Von: Leopold Kogler
Nehme viel von Haag mit
NÖN. 19. März 2013 - Interview | Leopold Kogler sprach mit dem Intendanten des Haager Theatersommers und Hauptdarsteller Gregor Blob über das Stück „Jägerstätter" und seine Erfolge in Haag.

Gregor Bloéb beschäftigt sich schon seit seiner Jugend mit dem Schicksal Franz Jägerstätters. Foto: Haddad
NÖN: Das Stück für den Theatersommer Haag nennt Autor Felix Mitterer kurz und bündig „Jägerstätter". Was bedeutet dieser zugkräftige Titel?
Gregor Bloéb: Felix Mitterer suchte einen bestimmten Zugang zum Stück. Da geht es nicht nur um Franz Jägerstätter, es geht auch um Franziska Jägerstätter. Es geht hier um eine große, einzigartige Liebe. Nicht nur um eine Liebe zu Gott, es geht auch um die rein menschliche Liebe. Franz Jägerstätter war ein lebensfreudiger, lebensbejahender Mensch. Ursprünglich wollte Mitterer das Stück auch „Franz und Franziska'" betiteln.
Mit „Jägerstätter" ist schließlich ein prägnanter Titel gewählt worden, der alles aussagt. Man weiß, worauf man sich einlässt. Ich finde ihn punktgenau.
Was hat Sie gereizt, die Rolle des Franz Jägerstätters zu übernehmen?
Bloéb: Der Mensch und das Schicksal von Franz Jägerstätter beschäftigen mich schon seit meiner Jugend. Ich glaube so seit dem zehnten bis zwölften Lebensjahr. Damals sah ich den Film von Axel Corti „Der Fall Jägerstätter", ein Filmdokument, das sowohl als Würdigung als auch als ein Appell an den aufrechten Gang konzipiert wurde.

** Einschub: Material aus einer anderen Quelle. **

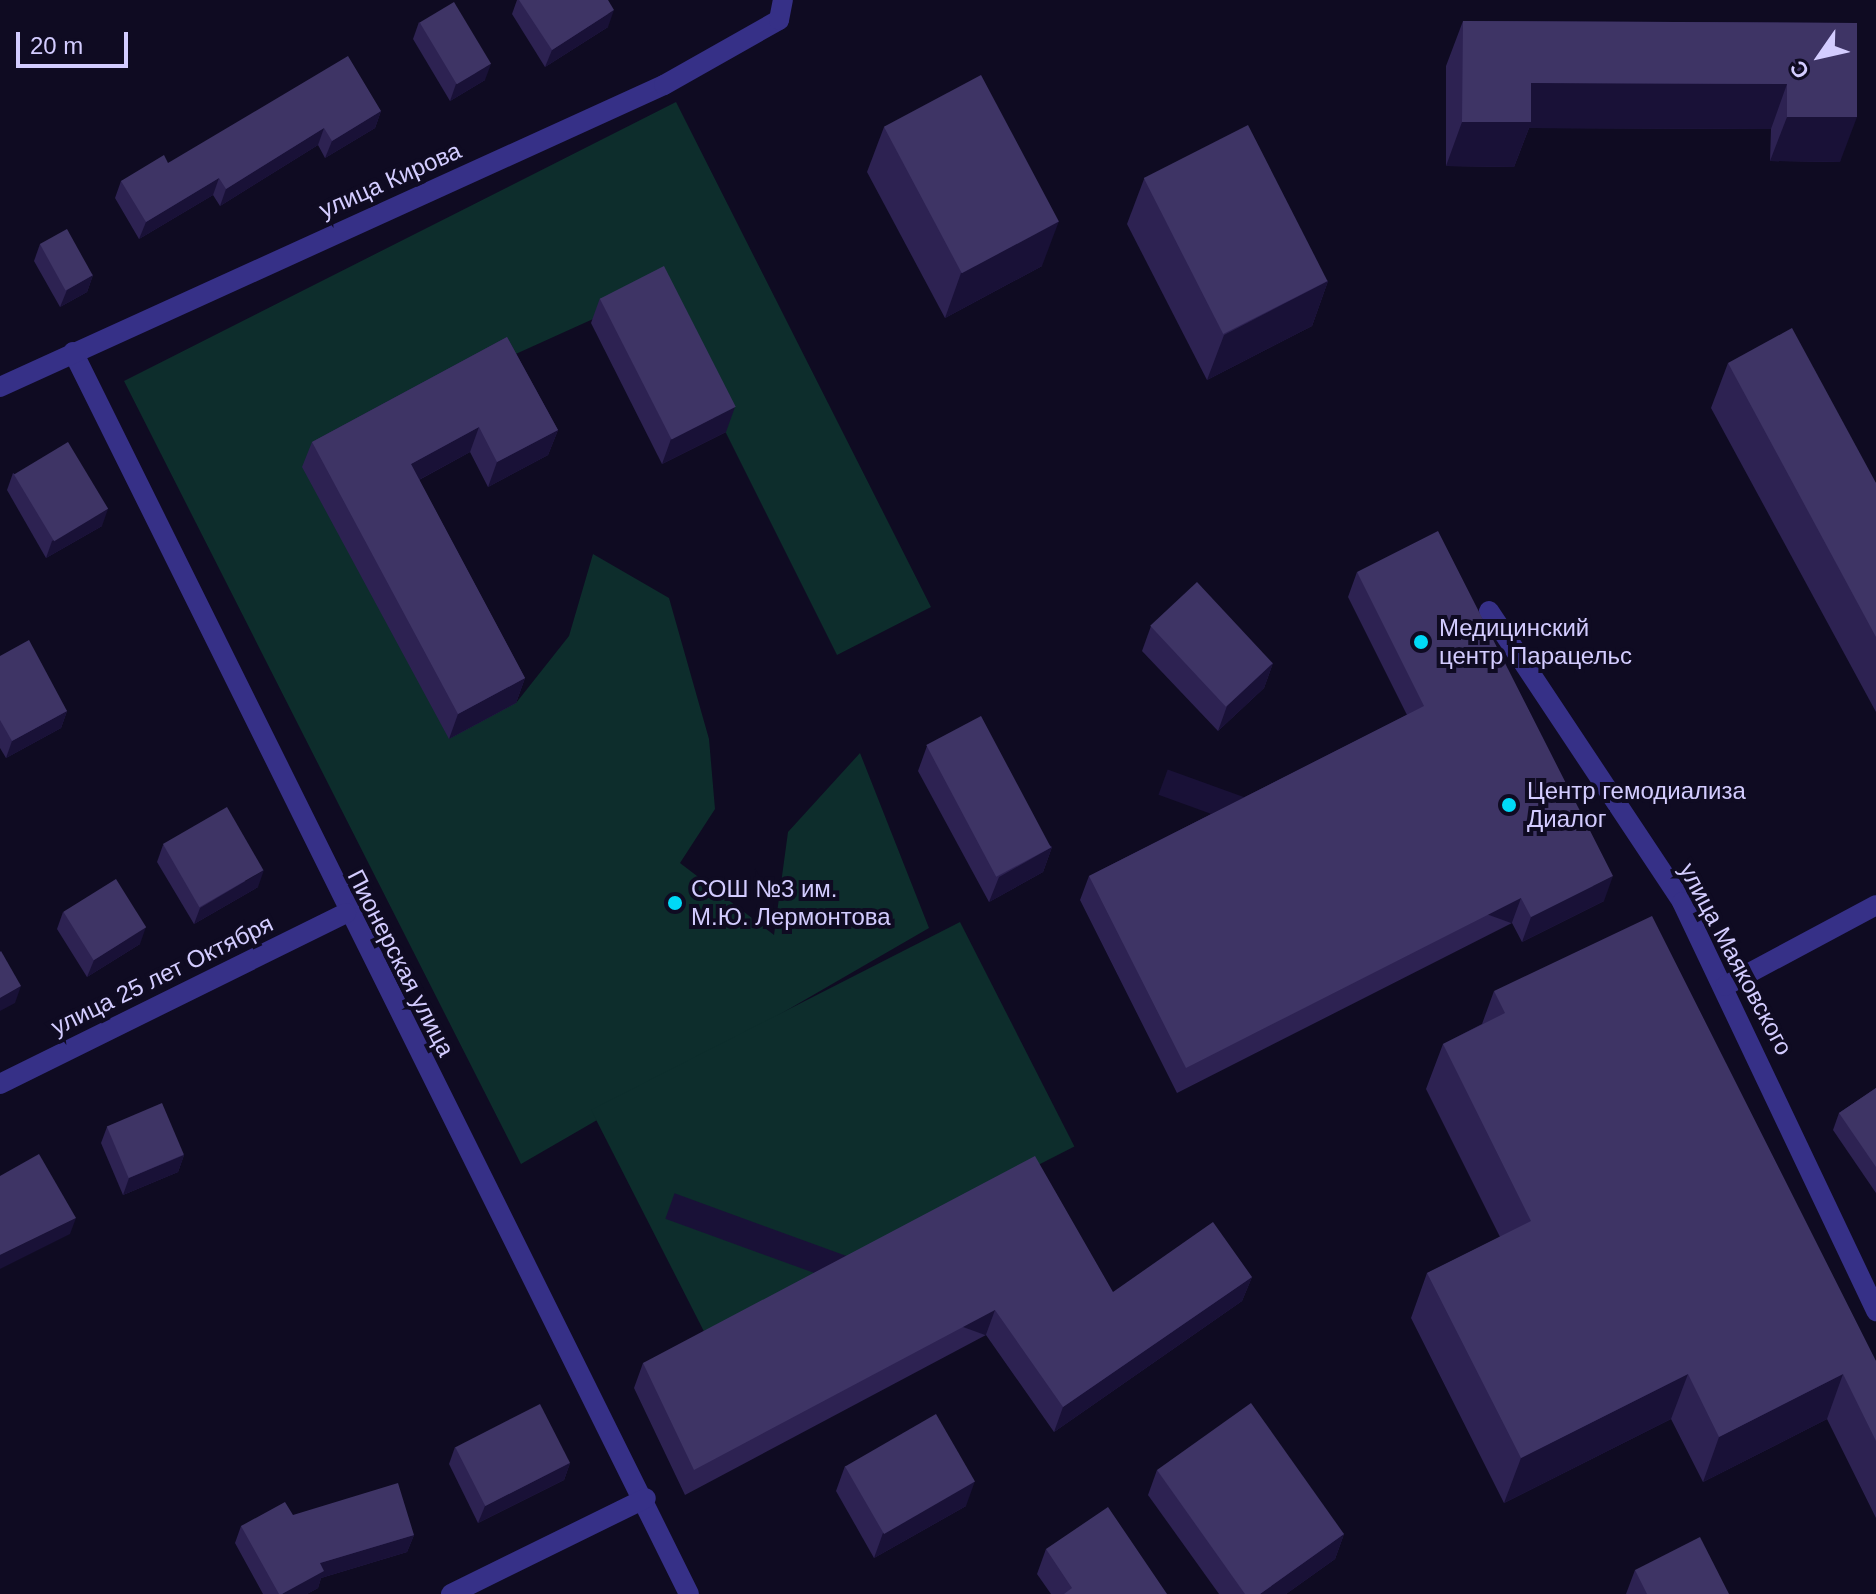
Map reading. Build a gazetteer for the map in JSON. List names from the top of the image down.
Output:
{
  "streets": {
    "street": [
      "улица Кирова",
      "улица Маяковского",
      "Пионерская улица",
      "улица 25 лет Октября"
    ]
  },
  "crossings": [
    ["улица Кирова", "Пионерская улица"],
    ["Пионерская улица", "улица 25 лет Октября"]
  ],
  "places": ["Медицинский центр Парацельс", "Центр гемодиализа Диалог", "СОШ №3 им. М.Ю. Лермонтова"],
  "scale_bar": "20 m",
  "north": "bottom left"
}
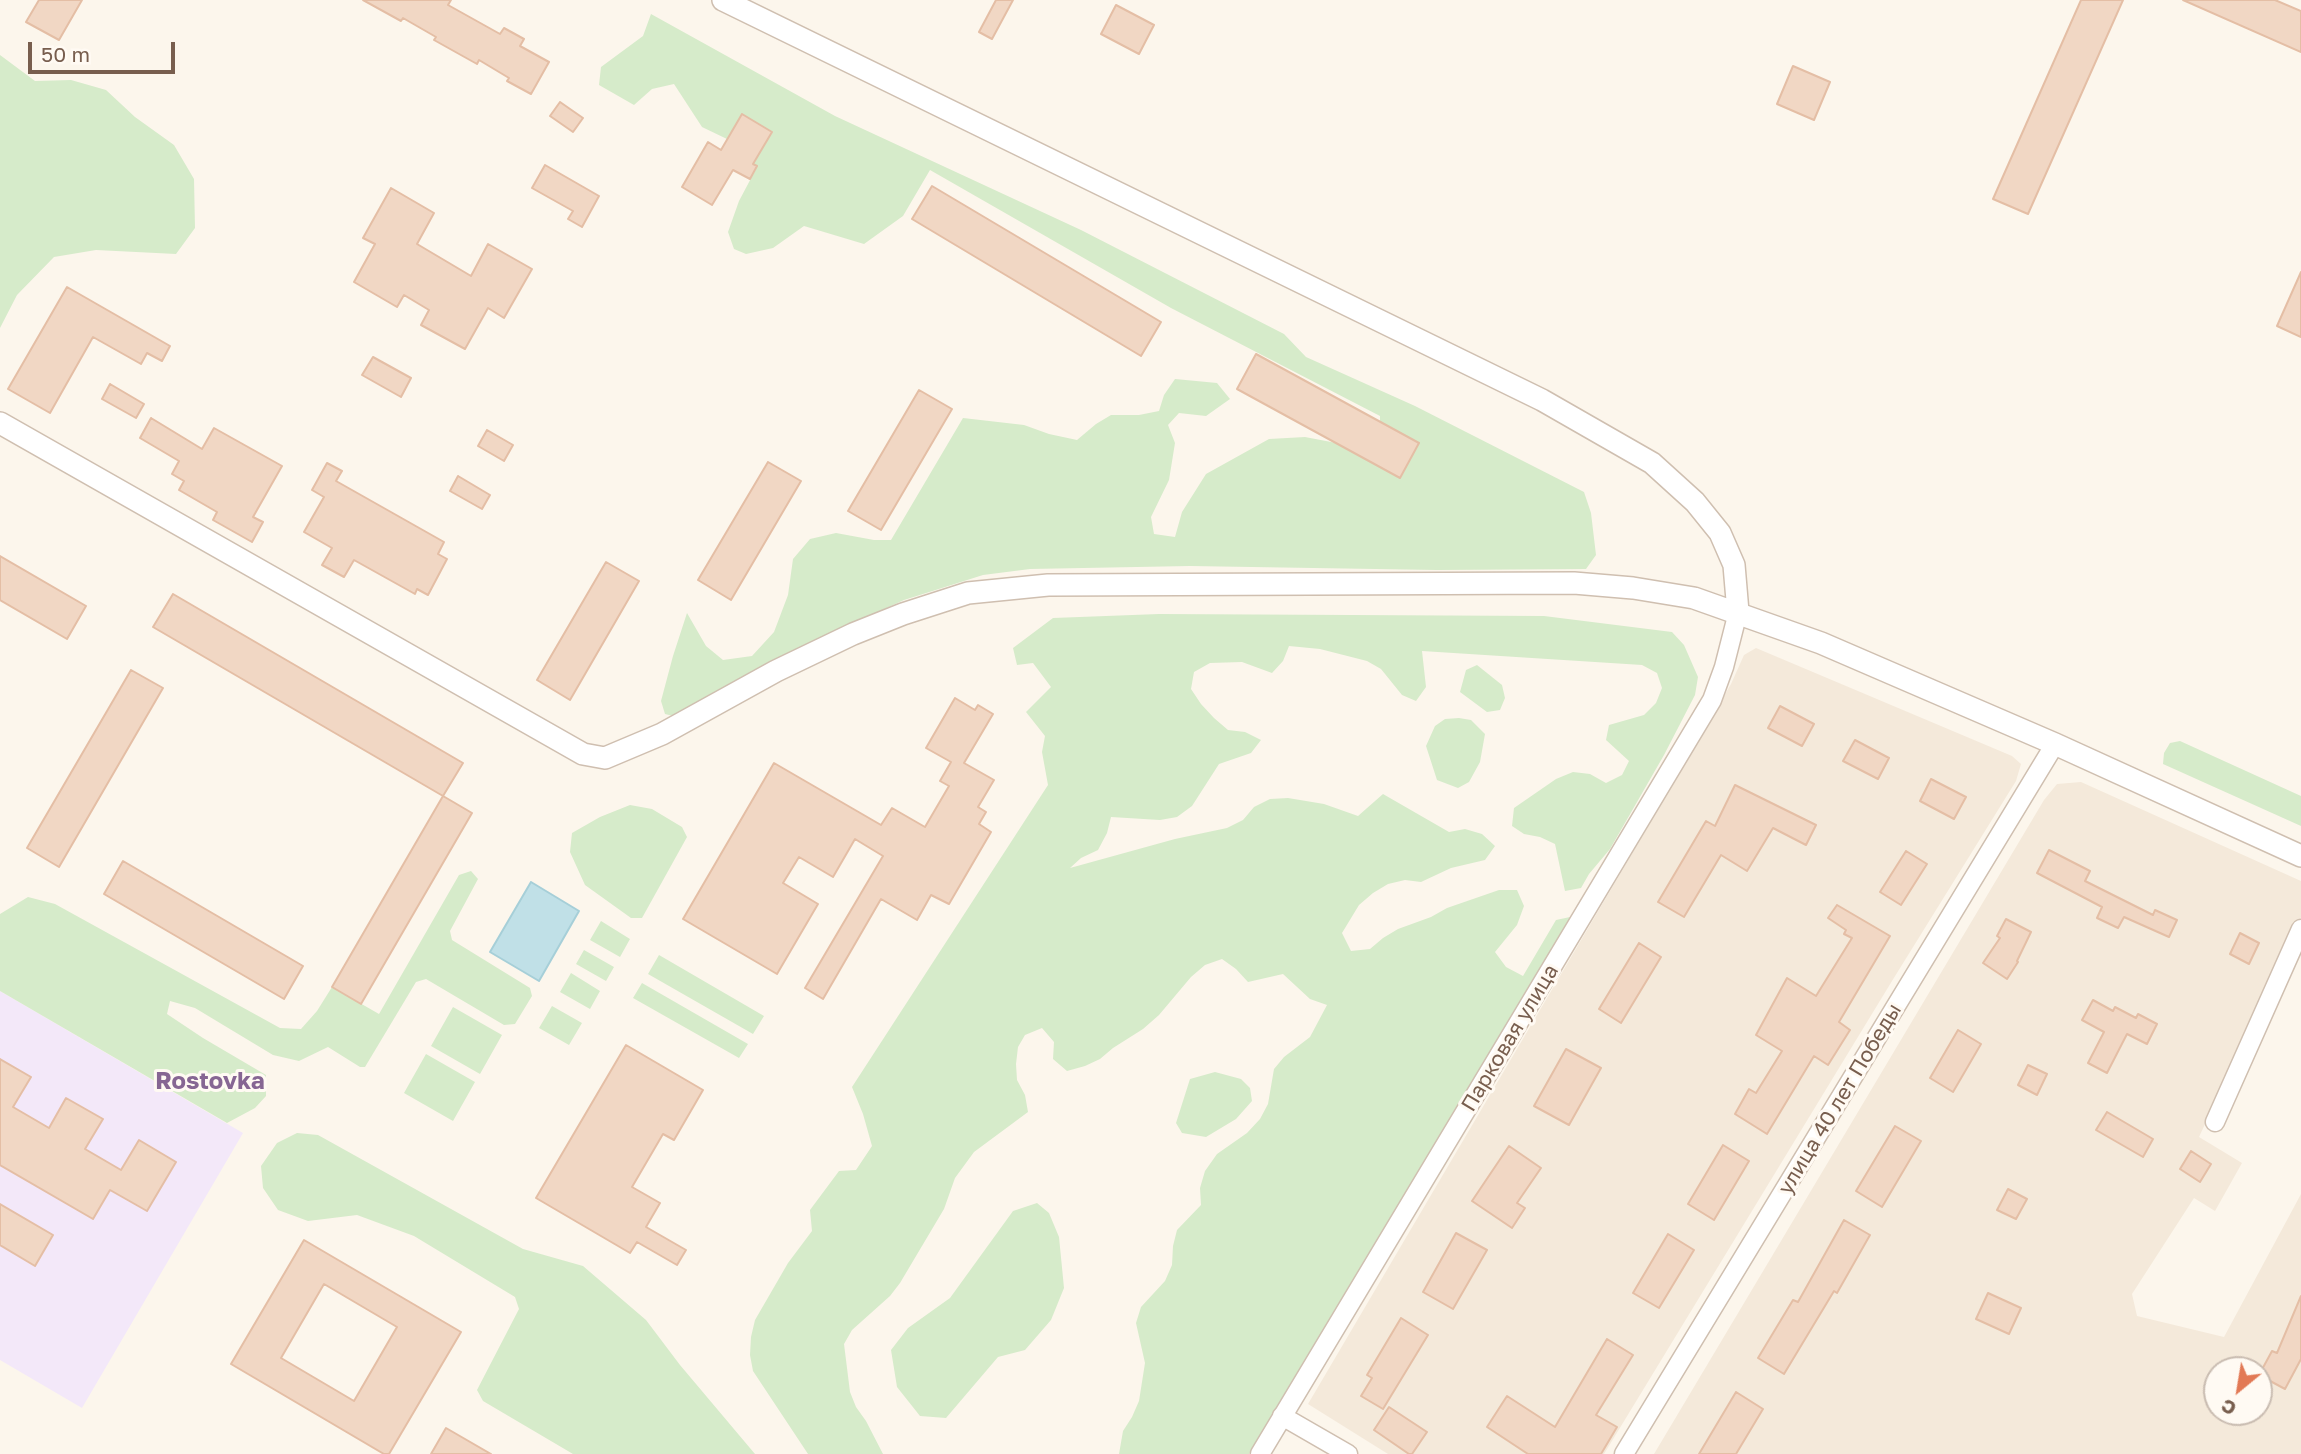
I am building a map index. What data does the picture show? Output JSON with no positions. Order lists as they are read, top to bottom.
{
  "streets": {
    "street": ["Парковая улица", "улица 40 лет Победы"]
  },
  "districts": ["Rostovka"],
  "scale_bar": "50 m",
  "north": "bottom left"
}
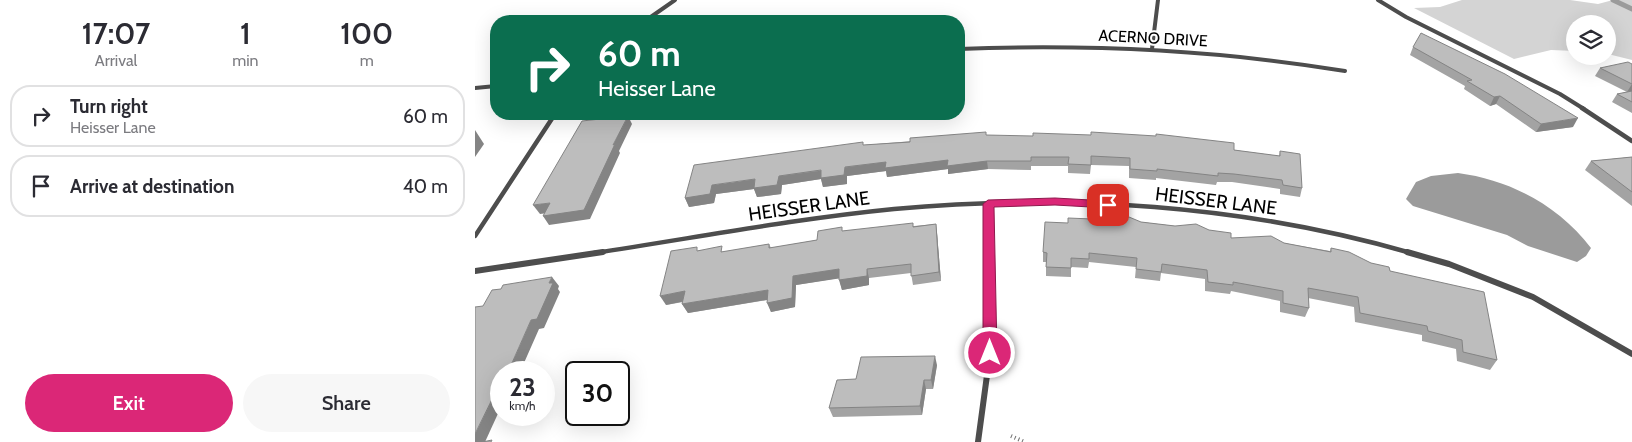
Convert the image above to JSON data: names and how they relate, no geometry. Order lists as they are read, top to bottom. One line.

Die authentische Geschichte eines einfachen Mannes, der aus Gewissensgründen ablehnt, in einer Wehrmacht zu dienen, die einen verwerflichen Krieg führt, beeindruckte mich sehr. Schon immer wollte ich die spannende Geschichte auf die Bühne bringen. Heldentum ist immer spannend. Helden haben auch mit Scheitern zu tun, mit viel, viel Schmerz für die Umgebenden. Es ist für den einzelnen ein kleiner Schritt, aber für die Menschheit ein großer. Für die Familie ist das dann oft ein schweres Schicksal.
Sie signalisieren in Ihrer Rolle eine klare Identifikation. Was darf der Besucher, was soll der Besucher als „Erkenntnis" von dieser Produktion mitnehmen?
Bloéb: Es ist gut, dass man Aufbegehren darf. Ja, man darf aufbegehren. Jeder soll versuchen seinen Weg zu gehen, sich nicht von allen fangen lassen. Man sollte zu jeweiligen Themen sich eine eigene Meinung bilden. Jeder hat Anspruch auf freie Meinungsäußerung. Man sollte sich nicht scheuen, seine eigene Meinung offen zu äußern.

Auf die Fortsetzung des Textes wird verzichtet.